DIRECTIONS: The expected output is the complete listing, copied exactly.

═══

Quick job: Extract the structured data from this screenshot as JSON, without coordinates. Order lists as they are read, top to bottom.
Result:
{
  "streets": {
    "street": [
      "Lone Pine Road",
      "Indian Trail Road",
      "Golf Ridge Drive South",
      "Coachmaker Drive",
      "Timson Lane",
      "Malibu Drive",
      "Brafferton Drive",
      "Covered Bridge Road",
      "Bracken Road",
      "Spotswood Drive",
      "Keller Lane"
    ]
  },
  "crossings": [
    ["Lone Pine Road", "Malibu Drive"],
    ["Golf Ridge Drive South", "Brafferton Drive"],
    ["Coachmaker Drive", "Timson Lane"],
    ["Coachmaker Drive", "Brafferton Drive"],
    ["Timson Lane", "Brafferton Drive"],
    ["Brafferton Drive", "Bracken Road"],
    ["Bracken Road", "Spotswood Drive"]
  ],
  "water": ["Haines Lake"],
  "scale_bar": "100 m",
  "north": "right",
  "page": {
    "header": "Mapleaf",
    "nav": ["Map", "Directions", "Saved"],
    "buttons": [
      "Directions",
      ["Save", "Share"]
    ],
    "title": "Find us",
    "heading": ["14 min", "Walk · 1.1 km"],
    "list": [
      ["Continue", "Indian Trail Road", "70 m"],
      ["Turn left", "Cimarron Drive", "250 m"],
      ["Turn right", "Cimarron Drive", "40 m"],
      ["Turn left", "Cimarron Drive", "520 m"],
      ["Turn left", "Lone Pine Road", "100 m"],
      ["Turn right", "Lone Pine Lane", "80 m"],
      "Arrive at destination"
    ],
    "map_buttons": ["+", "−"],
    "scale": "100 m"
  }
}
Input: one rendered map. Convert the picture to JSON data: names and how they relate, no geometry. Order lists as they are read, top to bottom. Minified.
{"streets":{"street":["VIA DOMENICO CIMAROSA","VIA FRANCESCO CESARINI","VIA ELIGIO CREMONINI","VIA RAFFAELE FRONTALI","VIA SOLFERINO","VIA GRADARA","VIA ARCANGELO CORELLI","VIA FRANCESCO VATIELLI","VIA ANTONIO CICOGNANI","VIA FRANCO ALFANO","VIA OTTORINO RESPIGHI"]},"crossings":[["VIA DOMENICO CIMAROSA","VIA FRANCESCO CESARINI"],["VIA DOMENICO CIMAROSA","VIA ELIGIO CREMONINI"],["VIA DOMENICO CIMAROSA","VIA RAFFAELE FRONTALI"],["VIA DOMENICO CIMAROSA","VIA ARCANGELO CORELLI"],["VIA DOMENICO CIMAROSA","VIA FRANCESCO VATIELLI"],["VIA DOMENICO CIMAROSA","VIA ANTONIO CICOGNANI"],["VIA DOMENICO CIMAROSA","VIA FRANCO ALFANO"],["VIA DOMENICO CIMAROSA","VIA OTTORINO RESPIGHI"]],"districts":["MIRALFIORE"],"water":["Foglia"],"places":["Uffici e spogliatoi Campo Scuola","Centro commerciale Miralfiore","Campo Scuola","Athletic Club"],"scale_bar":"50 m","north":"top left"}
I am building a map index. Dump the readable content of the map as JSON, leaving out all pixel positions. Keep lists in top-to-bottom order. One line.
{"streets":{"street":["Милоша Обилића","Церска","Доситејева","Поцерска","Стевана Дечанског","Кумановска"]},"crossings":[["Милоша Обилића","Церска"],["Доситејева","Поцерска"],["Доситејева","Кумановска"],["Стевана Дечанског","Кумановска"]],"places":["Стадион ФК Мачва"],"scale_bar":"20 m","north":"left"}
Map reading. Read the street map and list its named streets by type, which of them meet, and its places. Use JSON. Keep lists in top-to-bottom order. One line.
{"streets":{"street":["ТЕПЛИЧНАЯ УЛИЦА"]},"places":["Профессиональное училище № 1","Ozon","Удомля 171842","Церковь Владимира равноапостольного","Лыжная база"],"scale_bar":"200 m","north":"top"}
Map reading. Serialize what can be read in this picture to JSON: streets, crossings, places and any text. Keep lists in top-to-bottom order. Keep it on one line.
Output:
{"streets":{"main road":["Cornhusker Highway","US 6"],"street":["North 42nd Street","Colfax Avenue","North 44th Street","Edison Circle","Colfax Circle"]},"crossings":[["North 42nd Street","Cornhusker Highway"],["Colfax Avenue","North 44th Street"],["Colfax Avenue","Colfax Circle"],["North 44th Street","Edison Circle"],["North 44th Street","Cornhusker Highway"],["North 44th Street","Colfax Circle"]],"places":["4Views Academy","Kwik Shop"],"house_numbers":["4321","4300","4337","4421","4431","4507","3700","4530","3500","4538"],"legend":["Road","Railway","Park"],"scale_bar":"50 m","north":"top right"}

═══

RESPONSE TO THE EXERCISE:
Quick job: Extract the structured data from this screenshot as JSON, without coordinates. Order lists as they are read, top to bottom.
Result:
{
  "streets": {
    "street": [
      "Lone Pine Road",
      "Indian Trail Road",
      "Golf Ridge Drive South",
      "Coachmaker Drive",
      "Timson Lane",
      "Malibu Drive",
      "Brafferton Drive",
      "Covered Bridge Road",
      "Bracken Road",
      "Spotswood Drive",
      "Keller Lane"
    ]
  },
  "crossings": [
    ["Lone Pine Road", "Malibu Drive"],
    ["Golf Ridge Drive South", "Brafferton Drive"],
    ["Coachmaker Drive", "Timson Lane"],
    ["Coachmaker Drive", "Brafferton Drive"],
    ["Timson Lane", "Brafferton Drive"],
    ["Brafferton Drive", "Bracken Road"],
    ["Bracken Road", "Spotswood Drive"]
  ],
  "water": ["Haines Lake"],
  "scale_bar": "100 m",
  "north": "right",
  "page": {
    "header": "Mapleaf",
    "nav": ["Map", "Directions", "Saved"],
    "buttons": [
      "Directions",
      ["Save", "Share"]
    ],
    "title": "Find us",
    "heading": ["14 min", "Walk · 1.1 km"],
    "list": [
      ["Continue", "Indian Trail Road", "70 m"],
      ["Turn left", "Cimarron Drive", "250 m"],
      ["Turn right", "Cimarron Drive", "40 m"],
      ["Turn left", "Cimarron Drive", "520 m"],
      ["Turn left", "Lone Pine Road", "100 m"],
      ["Turn right", "Lone Pine Lane", "80 m"],
      "Arrive at destination"
    ],
    "map_buttons": ["+", "−"],
    "scale": "100 m"
  }
}
Input: one rendered map. Convert the picture to JSON data: names and how they relate, no geometry. Order lists as they are read, top to bottom. Minified.
{"streets":{"street":["VIA DOMENICO CIMAROSA","VIA FRANCESCO CESARINI","VIA ELIGIO CREMONINI","VIA RAFFAELE FRONTALI","VIA SOLFERINO","VIA GRADARA","VIA ARCANGELO CORELLI","VIA FRANCESCO VATIELLI","VIA ANTONIO CICOGNANI","VIA FRANCO ALFANO","VIA OTTORINO RESPIGHI"]},"crossings":[["VIA DOMENICO CIMAROSA","VIA FRANCESCO CESARINI"],["VIA DOMENICO CIMAROSA","VIA ELIGIO CREMONINI"],["VIA DOMENICO CIMAROSA","VIA RAFFAELE FRONTALI"],["VIA DOMENICO CIMAROSA","VIA ARCANGELO CORELLI"],["VIA DOMENICO CIMAROSA","VIA FRANCESCO VATIELLI"],["VIA DOMENICO CIMAROSA","VIA ANTONIO CICOGNANI"],["VIA DOMENICO CIMAROSA","VIA FRANCO ALFANO"],["VIA DOMENICO CIMAROSA","VIA OTTORINO RESPIGHI"]],"districts":["MIRALFIORE"],"water":["Foglia"],"places":["Uffici e spogliatoi Campo Scuola","Centro commerciale Miralfiore","Campo Scuola","Athletic Club"],"scale_bar":"50 m","north":"top left"}
I am building a map index. Dump the readable content of the map as JSON, leaving out all pixel positions. Keep lists in top-to-bottom order. One line.
{"streets":{"street":["Милоша Обилића","Церска","Доситејева","Поцерска","Стевана Дечанског","Кумановска"]},"crossings":[["Милоша Обилића","Церска"],["Доситејева","Поцерска"],["Доситејева","Кумановска"],["Стевана Дечанског","Кумановска"]],"places":["Стадион ФК Мачва"],"scale_bar":"20 m","north":"left"}
Map reading. Read the street map and list its named streets by type, which of them meet, and its places. Use JSON. Keep lists in top-to-bottom order. One line.
{"streets":{"street":["ТЕПЛИЧНАЯ УЛИЦА"]},"places":["Профессиональное училище № 1","Ozon","Удомля 171842","Церковь Владимира равноапостольного","Лыжная база"],"scale_bar":"200 m","north":"top"}
Map reading. Serialize what can be read in this picture to JSON: streets, crossings, places and any text. Keep lists in top-to-bottom order. Keep it on one line.
Output:
{"streets":{"main road":["Cornhusker Highway","US 6"],"street":["North 42nd Street","Colfax Avenue","North 44th Street","Edison Circle","Colfax Circle"]},"crossings":[["North 42nd Street","Cornhusker Highway"],["Colfax Avenue","North 44th Street"],["Colfax Avenue","Colfax Circle"],["North 44th Street","Edison Circle"],["North 44th Street","Cornhusker Highway"],["North 44th Street","Colfax Circle"]],"places":["4Views Academy","Kwik Shop"],"house_numbers":["4321","4300","4337","4421","4431","4507","3700","4530","3500","4538"],"legend":["Road","Railway","Park"],"scale_bar":"50 m","north":"top right"}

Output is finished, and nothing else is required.